On the glass pane that protected the picture, Henry saw the pale reflection of his face. He had grown older. He acknowledged the fact, but he refused to allow it any seat in his mind. The reflection that stared back was of a man with white hair combed back in easy waves, a deeply tanned face, and a mouth comfortable with smiling. Just beyond the glass was the picture of his wife—dark hair, dancing blue eyes, a petite nose, and lips parted to reveal a row of white teeth. She was stunning when he met her, and she still made his heart leap when he looked at her.
He missed his wife.
He missed Perry, too. His son’s image, a younger version of himself dressed in black coat over gray shirt and tan pants, gave Henry pause. He was proud of his son in more ways than he could count, but seeing his picture filled him with concern. It was a nebulous sensation that something was wrong. He had the vague feeling that Perry was in danger. There were no facts to justify the fear, but it was there nonetheless.
The phone rang, startling Henry.
He answered. He listened. He began to pray.
“When?” he asked the caller. “That was almost a full day ago . . . You’ll keep me advised? Good. Thank you for calling.”
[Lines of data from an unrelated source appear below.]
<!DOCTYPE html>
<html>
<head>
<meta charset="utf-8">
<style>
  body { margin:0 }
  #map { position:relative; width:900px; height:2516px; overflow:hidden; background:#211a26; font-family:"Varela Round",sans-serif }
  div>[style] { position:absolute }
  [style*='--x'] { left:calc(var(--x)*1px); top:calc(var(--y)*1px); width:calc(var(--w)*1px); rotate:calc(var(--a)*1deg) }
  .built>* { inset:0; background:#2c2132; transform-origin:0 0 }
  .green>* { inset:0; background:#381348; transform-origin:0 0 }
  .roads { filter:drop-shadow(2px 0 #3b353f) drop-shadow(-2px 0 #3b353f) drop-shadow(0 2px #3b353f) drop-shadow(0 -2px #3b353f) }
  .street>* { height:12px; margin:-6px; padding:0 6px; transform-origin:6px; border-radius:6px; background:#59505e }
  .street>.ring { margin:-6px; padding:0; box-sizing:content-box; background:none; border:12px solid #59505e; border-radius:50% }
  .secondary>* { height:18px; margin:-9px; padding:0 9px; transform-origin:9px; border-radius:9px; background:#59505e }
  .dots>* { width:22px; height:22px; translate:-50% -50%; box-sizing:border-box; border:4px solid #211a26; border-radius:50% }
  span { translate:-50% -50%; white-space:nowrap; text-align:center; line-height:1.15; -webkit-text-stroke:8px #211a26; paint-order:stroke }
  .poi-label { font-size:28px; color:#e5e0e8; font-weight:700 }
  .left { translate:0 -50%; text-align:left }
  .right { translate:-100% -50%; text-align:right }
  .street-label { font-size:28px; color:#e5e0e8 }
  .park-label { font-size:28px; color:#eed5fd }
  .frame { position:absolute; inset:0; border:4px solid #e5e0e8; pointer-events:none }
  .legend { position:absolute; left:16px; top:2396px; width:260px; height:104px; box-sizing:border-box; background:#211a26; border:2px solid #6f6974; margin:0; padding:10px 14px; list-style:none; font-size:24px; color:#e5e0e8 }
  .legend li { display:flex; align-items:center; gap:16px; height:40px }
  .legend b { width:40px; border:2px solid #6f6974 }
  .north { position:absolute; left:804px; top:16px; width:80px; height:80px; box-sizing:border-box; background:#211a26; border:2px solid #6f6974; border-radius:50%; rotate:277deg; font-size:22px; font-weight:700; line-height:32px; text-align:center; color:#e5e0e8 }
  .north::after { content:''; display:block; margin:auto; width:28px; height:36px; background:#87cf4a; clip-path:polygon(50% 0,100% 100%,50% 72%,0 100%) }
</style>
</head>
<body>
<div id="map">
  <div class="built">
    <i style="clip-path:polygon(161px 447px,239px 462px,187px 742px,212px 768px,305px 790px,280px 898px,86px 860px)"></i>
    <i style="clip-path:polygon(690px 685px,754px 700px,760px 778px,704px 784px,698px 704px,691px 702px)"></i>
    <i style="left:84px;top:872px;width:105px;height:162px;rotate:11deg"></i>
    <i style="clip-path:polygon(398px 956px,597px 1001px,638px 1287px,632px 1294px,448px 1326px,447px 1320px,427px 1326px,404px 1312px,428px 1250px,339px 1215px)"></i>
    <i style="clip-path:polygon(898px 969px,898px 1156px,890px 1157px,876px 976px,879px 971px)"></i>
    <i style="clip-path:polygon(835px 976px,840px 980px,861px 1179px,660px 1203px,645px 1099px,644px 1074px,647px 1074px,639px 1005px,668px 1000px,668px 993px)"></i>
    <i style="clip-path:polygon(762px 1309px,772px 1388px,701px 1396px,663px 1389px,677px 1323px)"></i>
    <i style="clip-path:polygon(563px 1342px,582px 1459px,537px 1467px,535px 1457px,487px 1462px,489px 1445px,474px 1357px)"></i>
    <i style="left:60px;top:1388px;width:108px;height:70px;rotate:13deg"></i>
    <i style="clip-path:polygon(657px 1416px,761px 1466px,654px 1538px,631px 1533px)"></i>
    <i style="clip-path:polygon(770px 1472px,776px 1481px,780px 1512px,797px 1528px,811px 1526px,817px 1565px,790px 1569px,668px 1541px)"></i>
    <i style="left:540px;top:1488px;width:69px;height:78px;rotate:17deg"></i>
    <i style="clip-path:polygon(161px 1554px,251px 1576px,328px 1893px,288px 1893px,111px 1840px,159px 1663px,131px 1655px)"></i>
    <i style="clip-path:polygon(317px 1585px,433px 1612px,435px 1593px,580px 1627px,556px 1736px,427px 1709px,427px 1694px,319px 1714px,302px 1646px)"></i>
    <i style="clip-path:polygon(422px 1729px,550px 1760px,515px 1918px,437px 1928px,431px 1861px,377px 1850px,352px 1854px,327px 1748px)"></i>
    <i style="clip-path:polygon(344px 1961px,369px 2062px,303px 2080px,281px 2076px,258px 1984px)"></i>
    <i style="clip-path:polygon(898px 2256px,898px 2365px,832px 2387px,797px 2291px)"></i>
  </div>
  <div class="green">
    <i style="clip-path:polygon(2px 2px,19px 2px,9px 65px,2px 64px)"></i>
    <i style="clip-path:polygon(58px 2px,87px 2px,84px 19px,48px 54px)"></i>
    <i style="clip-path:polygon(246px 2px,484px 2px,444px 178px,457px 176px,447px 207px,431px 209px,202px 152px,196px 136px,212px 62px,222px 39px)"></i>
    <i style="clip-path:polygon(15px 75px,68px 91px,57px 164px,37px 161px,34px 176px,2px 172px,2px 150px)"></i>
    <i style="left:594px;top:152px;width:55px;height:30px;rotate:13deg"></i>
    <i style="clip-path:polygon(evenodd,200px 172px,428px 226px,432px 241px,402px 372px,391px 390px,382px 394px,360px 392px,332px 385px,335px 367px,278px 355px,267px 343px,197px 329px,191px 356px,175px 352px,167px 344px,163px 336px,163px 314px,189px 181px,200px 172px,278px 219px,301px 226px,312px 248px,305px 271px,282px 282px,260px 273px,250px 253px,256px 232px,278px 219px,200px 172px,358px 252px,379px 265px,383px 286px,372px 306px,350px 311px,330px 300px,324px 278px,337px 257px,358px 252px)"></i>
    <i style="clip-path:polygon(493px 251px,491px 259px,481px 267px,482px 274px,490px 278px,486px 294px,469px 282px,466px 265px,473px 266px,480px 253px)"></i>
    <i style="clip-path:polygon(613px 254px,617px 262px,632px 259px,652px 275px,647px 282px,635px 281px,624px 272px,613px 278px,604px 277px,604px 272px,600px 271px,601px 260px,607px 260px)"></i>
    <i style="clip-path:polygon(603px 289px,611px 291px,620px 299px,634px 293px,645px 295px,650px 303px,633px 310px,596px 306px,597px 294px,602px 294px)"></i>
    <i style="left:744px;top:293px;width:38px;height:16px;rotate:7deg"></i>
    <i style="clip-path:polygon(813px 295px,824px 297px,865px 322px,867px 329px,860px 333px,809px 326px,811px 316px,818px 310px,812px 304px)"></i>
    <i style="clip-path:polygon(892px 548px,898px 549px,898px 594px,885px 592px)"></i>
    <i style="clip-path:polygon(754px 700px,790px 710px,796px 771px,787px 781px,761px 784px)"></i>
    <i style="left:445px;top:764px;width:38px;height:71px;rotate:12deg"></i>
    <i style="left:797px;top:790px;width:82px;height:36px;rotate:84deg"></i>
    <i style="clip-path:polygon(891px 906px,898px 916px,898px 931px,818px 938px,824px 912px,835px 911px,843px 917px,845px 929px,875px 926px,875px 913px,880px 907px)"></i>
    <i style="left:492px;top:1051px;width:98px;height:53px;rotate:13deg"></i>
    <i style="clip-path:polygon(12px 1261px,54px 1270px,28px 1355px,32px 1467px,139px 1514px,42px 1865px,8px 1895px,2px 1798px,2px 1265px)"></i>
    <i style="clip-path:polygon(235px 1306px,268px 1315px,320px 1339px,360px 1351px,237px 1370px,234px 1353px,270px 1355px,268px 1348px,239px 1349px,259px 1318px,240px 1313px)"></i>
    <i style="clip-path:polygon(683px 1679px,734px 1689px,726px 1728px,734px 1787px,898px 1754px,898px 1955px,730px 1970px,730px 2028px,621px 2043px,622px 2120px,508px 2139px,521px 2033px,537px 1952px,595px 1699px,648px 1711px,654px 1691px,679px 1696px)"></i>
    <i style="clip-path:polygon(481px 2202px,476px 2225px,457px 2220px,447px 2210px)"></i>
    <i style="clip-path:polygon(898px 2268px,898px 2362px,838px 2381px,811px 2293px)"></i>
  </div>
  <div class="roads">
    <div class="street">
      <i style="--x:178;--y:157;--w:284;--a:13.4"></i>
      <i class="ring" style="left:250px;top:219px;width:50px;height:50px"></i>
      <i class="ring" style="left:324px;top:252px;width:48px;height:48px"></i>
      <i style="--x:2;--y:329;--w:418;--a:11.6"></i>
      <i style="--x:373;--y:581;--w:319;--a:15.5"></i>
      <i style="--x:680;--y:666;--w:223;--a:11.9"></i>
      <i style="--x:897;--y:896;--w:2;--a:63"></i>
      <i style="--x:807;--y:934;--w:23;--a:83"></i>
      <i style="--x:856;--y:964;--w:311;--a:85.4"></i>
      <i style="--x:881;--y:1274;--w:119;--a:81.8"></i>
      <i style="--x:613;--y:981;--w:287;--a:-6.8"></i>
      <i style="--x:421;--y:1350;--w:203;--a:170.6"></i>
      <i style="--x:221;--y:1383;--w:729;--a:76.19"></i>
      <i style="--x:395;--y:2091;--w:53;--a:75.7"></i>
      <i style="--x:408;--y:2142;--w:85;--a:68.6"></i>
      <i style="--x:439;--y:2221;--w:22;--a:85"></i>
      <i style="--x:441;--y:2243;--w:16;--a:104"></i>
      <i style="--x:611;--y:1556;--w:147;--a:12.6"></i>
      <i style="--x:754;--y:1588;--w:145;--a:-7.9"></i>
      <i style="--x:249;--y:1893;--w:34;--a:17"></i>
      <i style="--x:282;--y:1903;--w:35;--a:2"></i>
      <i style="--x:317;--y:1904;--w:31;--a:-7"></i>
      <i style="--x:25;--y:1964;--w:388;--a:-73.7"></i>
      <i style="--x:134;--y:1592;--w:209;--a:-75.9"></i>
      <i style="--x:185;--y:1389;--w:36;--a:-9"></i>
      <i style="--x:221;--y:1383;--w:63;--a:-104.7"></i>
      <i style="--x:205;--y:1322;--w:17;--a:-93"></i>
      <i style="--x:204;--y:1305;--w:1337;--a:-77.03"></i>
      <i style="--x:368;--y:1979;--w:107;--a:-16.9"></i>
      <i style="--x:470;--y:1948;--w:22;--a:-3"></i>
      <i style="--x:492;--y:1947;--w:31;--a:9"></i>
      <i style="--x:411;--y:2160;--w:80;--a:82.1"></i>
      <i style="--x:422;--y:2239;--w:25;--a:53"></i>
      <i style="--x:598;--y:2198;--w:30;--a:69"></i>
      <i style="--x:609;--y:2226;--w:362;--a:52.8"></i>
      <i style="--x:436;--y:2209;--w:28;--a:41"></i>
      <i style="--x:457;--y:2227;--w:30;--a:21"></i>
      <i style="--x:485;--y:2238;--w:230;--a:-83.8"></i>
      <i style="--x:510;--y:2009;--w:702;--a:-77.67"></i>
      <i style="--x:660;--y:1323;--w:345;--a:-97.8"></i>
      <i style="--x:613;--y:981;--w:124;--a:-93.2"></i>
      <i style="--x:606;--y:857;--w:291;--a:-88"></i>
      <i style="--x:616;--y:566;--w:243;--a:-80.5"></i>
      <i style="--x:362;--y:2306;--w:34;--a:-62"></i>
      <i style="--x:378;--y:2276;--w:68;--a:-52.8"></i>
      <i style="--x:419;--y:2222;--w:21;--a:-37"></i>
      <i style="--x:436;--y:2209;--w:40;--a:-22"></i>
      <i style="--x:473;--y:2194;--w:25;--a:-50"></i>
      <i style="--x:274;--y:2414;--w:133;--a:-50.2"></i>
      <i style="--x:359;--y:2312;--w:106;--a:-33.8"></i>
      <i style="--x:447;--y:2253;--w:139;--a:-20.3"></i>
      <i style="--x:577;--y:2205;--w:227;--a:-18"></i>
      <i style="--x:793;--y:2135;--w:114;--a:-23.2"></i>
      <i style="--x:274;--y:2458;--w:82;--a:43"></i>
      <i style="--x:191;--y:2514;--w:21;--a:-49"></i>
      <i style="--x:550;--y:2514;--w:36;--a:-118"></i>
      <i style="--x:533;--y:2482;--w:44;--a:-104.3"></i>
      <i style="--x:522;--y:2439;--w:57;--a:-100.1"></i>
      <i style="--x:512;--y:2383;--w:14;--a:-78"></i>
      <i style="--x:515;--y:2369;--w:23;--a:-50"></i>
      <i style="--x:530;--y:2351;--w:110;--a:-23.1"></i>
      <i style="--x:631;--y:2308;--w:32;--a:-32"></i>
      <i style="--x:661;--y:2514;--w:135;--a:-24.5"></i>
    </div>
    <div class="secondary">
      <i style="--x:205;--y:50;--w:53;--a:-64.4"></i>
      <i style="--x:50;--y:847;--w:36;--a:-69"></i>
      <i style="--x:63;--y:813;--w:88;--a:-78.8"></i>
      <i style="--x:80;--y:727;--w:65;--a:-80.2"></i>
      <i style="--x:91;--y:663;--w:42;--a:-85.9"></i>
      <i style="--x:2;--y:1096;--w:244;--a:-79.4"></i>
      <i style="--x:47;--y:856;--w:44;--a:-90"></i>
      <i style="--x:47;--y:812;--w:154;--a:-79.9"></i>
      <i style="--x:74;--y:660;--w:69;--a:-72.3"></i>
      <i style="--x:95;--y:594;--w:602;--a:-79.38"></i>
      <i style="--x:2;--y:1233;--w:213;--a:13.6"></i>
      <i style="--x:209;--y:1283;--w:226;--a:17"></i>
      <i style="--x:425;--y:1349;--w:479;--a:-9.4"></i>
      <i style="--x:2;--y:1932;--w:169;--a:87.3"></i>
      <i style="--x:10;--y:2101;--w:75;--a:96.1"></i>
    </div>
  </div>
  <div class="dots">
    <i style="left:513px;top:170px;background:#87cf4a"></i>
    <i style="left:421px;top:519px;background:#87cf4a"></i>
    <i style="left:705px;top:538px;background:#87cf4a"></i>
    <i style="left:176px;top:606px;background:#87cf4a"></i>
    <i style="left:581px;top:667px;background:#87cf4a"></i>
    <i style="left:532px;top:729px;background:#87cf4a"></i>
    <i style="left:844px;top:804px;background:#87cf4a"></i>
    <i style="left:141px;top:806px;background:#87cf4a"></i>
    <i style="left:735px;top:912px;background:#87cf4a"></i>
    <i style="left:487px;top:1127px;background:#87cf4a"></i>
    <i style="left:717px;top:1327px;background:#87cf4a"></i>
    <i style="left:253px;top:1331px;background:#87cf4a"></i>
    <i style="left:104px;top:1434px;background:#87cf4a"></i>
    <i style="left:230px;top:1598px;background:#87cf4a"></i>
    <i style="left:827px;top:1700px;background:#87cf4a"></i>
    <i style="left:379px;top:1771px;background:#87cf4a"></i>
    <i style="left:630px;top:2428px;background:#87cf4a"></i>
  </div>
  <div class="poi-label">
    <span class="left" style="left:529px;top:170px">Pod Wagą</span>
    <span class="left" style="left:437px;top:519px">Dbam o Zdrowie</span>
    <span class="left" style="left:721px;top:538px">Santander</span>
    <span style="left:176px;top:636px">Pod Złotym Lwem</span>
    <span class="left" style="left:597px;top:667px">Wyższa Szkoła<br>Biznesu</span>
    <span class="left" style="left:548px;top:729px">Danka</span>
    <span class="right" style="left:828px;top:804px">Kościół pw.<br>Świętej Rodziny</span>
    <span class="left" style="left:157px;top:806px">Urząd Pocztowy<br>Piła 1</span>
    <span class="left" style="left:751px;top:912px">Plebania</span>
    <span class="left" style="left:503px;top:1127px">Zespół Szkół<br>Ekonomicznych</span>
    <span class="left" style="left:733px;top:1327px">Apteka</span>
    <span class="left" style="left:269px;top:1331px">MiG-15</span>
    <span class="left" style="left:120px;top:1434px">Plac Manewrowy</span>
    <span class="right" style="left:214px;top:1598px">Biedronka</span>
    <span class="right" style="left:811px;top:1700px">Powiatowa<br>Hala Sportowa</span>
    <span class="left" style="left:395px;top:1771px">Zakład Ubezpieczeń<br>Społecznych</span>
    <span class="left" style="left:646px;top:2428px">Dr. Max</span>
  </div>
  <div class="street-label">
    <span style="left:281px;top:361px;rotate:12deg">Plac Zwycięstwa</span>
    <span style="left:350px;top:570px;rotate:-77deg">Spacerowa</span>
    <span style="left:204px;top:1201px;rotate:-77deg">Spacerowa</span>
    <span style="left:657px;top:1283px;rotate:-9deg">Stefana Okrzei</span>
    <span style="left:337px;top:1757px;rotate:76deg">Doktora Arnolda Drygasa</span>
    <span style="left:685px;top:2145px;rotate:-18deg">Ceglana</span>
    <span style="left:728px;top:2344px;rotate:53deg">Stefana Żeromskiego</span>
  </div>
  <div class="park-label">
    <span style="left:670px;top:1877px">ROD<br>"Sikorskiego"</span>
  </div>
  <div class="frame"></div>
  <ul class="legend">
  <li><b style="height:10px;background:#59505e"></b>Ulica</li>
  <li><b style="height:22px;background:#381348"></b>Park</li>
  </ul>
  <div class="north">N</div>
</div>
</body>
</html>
Henry Sachs hung up the phone and wondered what to do next. Ironically, the call had come from Seattle, from the Coast Guard base. The base commander had taken it upon himself to notify Henry of the downed plane. He knew Perry was scheduled to stay on the project site for several more weeks. He felt some comfort in that. What brought him no comfort was what he had to do next—phone six now-bereaved families.